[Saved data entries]
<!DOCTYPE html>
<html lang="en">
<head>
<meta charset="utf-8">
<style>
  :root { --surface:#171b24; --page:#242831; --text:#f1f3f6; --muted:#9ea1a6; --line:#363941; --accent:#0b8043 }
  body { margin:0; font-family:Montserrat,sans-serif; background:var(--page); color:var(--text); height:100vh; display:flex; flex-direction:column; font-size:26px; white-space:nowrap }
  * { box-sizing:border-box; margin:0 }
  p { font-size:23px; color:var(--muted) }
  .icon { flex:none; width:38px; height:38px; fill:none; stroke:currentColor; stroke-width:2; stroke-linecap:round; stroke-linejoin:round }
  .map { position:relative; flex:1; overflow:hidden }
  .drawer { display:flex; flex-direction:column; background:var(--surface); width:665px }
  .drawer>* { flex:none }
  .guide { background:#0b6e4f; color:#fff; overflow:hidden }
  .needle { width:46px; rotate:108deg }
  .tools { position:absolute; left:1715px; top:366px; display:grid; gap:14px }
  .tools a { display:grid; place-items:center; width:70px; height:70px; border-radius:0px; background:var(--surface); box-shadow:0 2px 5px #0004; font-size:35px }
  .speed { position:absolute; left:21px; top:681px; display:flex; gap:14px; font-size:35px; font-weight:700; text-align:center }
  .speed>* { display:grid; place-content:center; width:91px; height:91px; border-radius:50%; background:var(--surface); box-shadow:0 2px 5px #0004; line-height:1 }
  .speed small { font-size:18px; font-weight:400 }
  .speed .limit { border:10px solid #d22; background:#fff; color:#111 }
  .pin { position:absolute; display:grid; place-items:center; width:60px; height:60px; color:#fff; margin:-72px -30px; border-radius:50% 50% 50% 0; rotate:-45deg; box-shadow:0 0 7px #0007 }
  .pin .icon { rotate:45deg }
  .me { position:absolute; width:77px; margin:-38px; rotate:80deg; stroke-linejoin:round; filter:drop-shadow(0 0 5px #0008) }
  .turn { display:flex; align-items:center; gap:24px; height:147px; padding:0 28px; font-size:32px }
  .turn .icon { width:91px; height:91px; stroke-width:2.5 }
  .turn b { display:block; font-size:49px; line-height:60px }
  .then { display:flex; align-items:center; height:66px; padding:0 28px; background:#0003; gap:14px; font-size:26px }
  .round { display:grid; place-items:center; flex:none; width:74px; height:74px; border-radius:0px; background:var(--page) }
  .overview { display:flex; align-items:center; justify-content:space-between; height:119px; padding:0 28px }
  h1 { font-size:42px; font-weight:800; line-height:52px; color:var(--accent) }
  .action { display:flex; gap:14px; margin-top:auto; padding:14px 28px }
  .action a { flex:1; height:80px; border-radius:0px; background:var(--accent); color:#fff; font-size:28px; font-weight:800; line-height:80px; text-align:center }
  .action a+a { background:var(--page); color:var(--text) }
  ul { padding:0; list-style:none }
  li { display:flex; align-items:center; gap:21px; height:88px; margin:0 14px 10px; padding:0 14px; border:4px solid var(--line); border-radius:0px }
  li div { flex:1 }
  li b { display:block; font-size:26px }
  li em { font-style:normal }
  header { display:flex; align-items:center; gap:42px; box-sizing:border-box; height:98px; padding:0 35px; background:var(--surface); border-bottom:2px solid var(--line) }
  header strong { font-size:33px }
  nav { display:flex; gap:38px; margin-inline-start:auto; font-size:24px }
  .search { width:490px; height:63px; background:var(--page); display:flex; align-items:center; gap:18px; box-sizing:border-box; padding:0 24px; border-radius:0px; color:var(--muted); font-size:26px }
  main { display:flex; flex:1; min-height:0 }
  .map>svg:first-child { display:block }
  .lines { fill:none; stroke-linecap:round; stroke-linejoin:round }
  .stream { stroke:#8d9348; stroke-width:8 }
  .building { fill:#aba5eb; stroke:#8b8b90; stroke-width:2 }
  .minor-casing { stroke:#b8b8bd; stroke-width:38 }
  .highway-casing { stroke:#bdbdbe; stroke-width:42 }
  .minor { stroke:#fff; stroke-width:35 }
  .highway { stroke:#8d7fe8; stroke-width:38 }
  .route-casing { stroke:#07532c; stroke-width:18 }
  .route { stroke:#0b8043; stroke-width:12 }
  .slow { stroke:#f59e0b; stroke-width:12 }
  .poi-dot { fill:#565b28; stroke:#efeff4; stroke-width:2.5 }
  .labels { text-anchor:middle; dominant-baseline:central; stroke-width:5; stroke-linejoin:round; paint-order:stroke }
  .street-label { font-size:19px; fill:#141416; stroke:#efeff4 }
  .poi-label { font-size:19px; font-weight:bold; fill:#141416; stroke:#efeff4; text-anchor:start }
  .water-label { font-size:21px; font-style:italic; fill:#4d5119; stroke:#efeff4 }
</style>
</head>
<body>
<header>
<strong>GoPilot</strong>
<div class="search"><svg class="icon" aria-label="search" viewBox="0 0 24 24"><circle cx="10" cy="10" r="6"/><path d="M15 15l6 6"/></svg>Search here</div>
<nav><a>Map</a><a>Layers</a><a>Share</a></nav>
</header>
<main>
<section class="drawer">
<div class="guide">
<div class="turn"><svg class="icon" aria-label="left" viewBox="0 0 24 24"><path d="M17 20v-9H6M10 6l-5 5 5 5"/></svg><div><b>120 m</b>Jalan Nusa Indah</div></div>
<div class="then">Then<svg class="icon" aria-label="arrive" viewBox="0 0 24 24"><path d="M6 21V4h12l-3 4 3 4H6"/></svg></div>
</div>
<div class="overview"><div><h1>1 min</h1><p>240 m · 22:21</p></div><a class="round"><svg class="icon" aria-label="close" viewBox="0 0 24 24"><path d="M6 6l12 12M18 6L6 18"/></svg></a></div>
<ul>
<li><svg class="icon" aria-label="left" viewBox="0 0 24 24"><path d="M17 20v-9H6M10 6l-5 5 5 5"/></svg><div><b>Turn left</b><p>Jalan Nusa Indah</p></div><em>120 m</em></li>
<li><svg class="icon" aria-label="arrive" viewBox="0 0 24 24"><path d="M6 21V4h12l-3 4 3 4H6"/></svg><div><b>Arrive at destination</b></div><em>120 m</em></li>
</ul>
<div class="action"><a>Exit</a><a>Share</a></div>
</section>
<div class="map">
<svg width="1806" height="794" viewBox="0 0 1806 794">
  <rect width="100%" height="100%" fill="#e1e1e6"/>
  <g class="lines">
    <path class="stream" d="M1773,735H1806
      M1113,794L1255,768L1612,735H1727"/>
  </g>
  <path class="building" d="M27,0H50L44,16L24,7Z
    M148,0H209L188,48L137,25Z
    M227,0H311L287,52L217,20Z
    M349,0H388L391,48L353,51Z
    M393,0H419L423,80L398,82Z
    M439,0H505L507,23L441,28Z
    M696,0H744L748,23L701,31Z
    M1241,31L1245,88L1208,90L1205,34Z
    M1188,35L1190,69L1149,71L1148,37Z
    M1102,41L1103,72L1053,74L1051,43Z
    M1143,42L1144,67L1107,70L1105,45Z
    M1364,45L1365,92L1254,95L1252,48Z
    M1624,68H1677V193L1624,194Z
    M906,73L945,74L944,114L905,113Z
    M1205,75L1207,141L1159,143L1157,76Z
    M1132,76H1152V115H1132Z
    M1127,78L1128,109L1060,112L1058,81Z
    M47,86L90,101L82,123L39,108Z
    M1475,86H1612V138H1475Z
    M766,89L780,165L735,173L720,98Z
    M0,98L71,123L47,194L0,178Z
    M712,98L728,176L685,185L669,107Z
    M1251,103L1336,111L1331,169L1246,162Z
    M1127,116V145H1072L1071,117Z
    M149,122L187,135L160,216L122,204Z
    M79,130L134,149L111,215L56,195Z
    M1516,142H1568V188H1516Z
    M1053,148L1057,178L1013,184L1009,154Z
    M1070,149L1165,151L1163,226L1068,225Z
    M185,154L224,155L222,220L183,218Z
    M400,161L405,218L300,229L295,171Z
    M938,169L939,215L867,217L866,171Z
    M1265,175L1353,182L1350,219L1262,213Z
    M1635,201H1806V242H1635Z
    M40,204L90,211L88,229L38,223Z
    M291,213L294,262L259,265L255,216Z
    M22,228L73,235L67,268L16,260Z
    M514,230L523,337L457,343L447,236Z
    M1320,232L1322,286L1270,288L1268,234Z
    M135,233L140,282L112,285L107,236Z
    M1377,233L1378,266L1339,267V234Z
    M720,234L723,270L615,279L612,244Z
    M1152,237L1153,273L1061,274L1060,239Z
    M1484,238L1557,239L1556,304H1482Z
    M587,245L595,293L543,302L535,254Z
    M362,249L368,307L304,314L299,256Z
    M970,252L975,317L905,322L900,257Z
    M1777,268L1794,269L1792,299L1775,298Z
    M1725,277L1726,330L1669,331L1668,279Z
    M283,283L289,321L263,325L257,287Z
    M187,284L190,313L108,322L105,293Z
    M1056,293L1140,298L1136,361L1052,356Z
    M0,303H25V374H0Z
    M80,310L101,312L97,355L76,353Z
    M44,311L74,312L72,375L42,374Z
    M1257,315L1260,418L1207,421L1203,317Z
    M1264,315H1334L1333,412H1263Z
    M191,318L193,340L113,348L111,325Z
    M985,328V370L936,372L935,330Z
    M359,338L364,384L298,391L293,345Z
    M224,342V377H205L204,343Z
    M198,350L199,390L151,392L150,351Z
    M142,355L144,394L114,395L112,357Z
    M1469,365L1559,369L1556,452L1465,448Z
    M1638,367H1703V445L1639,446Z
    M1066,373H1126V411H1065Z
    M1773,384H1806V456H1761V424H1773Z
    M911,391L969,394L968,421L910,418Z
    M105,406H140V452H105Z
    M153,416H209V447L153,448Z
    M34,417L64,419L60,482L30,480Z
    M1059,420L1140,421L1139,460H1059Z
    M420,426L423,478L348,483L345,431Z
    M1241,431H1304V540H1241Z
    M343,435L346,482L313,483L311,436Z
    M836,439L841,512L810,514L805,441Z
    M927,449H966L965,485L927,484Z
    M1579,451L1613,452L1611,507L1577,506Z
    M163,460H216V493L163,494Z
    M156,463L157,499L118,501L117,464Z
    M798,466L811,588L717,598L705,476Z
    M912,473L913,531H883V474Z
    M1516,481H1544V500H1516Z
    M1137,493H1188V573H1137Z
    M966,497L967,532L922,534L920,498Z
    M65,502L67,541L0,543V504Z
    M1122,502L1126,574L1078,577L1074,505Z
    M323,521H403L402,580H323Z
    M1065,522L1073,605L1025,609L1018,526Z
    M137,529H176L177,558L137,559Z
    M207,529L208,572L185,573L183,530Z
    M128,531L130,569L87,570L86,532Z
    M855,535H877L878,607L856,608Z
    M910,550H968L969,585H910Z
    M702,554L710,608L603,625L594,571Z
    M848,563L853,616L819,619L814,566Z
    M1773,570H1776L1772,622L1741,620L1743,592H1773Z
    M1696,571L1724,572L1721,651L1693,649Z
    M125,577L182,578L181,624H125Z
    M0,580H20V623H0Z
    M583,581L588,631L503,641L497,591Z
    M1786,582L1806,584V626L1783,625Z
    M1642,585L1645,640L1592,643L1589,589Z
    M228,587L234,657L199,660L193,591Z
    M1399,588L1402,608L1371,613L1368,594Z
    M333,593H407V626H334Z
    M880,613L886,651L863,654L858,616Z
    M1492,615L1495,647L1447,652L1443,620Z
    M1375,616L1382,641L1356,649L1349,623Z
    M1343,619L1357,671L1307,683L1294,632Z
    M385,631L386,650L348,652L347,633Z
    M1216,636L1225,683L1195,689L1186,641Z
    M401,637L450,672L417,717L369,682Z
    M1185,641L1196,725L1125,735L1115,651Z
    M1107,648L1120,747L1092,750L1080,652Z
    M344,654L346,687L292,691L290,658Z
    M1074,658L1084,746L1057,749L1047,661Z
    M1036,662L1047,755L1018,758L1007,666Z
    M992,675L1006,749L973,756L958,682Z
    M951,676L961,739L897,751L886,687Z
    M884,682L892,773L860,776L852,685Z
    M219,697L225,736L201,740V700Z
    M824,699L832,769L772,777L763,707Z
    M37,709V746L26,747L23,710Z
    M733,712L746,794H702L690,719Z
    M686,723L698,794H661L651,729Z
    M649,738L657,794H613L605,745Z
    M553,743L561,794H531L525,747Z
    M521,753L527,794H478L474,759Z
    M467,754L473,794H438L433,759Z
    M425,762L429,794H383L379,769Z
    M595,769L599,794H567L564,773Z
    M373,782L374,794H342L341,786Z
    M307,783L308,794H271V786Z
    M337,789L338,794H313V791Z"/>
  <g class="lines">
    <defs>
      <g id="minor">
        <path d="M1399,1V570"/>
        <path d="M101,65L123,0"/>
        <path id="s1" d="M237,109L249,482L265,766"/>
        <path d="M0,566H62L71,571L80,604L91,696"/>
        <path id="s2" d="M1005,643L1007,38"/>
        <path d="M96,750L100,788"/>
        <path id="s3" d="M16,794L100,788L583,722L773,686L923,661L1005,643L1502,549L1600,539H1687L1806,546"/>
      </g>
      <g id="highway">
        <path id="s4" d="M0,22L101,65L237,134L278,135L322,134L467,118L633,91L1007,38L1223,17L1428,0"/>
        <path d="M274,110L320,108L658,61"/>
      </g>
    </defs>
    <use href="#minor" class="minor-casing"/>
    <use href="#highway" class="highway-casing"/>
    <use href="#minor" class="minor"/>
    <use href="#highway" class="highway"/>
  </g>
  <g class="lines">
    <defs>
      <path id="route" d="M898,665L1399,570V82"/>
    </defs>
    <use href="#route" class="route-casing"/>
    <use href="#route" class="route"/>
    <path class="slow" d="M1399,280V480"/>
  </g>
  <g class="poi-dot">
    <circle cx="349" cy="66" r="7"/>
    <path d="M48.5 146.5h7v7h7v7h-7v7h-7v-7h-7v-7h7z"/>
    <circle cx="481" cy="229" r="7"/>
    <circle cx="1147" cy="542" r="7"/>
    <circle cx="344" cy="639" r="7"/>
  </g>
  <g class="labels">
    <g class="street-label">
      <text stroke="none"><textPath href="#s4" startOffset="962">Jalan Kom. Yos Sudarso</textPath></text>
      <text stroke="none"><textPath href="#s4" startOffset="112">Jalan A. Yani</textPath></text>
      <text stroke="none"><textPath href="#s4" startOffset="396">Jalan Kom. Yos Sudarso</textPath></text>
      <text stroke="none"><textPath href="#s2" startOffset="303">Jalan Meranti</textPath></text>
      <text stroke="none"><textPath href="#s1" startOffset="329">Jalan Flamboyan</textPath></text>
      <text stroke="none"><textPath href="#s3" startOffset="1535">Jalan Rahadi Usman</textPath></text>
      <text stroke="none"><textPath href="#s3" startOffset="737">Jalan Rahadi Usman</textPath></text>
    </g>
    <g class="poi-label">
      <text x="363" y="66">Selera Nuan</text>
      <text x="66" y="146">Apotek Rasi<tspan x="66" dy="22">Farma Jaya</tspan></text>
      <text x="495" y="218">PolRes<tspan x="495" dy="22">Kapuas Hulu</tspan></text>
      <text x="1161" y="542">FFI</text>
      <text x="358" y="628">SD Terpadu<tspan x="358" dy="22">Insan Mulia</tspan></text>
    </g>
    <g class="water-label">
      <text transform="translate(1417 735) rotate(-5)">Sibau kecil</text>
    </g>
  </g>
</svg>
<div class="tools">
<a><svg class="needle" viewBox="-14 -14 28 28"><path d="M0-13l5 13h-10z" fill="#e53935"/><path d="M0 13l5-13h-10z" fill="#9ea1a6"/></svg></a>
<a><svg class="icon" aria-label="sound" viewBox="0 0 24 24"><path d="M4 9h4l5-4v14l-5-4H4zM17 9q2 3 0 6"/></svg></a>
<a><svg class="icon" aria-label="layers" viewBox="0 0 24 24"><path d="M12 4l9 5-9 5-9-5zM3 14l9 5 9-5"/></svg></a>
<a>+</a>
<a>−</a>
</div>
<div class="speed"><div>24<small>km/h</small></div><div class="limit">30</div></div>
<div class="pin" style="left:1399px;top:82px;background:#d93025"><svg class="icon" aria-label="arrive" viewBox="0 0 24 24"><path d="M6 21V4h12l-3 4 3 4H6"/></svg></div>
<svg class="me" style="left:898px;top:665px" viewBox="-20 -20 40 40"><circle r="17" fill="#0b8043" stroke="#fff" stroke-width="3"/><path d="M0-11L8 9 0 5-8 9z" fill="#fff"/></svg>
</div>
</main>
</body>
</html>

*ASSIGNED TASK*
Copy only the entries from the first line to the line with "border:10px solid #d22;", each exactly as it appears.

*EXERCISE ANSWER*
<!DOCTYPE html>
<html lang="en">
<head>
<meta charset="utf-8">
<style>
  :root { --surface:#171b24; --page:#242831; --text:#f1f3f6; --muted:#9ea1a6; --line:#363941; --accent:#0b8043 }
  body { margin:0; font-family:Montserrat,sans-serif; background:var(--page); color:var(--text); height:100vh; display:flex; flex-direction:column; font-size:26px; white-space:nowrap }
  * { box-sizing:border-box; margin:0 }
  p { font-size:23px; color:var(--muted) }
  .icon { flex:none; width:38px; height:38px; fill:none; stroke:currentColor; stroke-width:2; stroke-linecap:round; stroke-linejoin:round }
  .map { position:relative; flex:1; overflow:hidden }
  .drawer { display:flex; flex-direction:column; background:var(--surface); width:665px }
  .drawer>* { flex:none }
  .guide { background:#0b6e4f; color:#fff; overflow:hidden }
  .needle { width:46px; rotate:108deg }
  .tools { position:absolute; left:1715px; top:366px; display:grid; gap:14px }
  .tools a { display:grid; place-items:center; width:70px; height:70px; border-radius:0px; background:var(--surface); box-shadow:0 2px 5px #0004; font-size:35px }
  .speed { position:absolute; left:21px; top:681px; display:flex; gap:14px; font-size:35px; font-weight:700; text-align:center }
  .speed>* { display:grid; place-content:center; width:91px; height:91px; border-radius:50%; background:var(--surface); box-shadow:0 2px 5px #0004; line-height:1 }
  .speed small { font-size:18px; font-weight:400 }
  .speed .limit { border:10px solid #d22; background:#fff; color:#111 }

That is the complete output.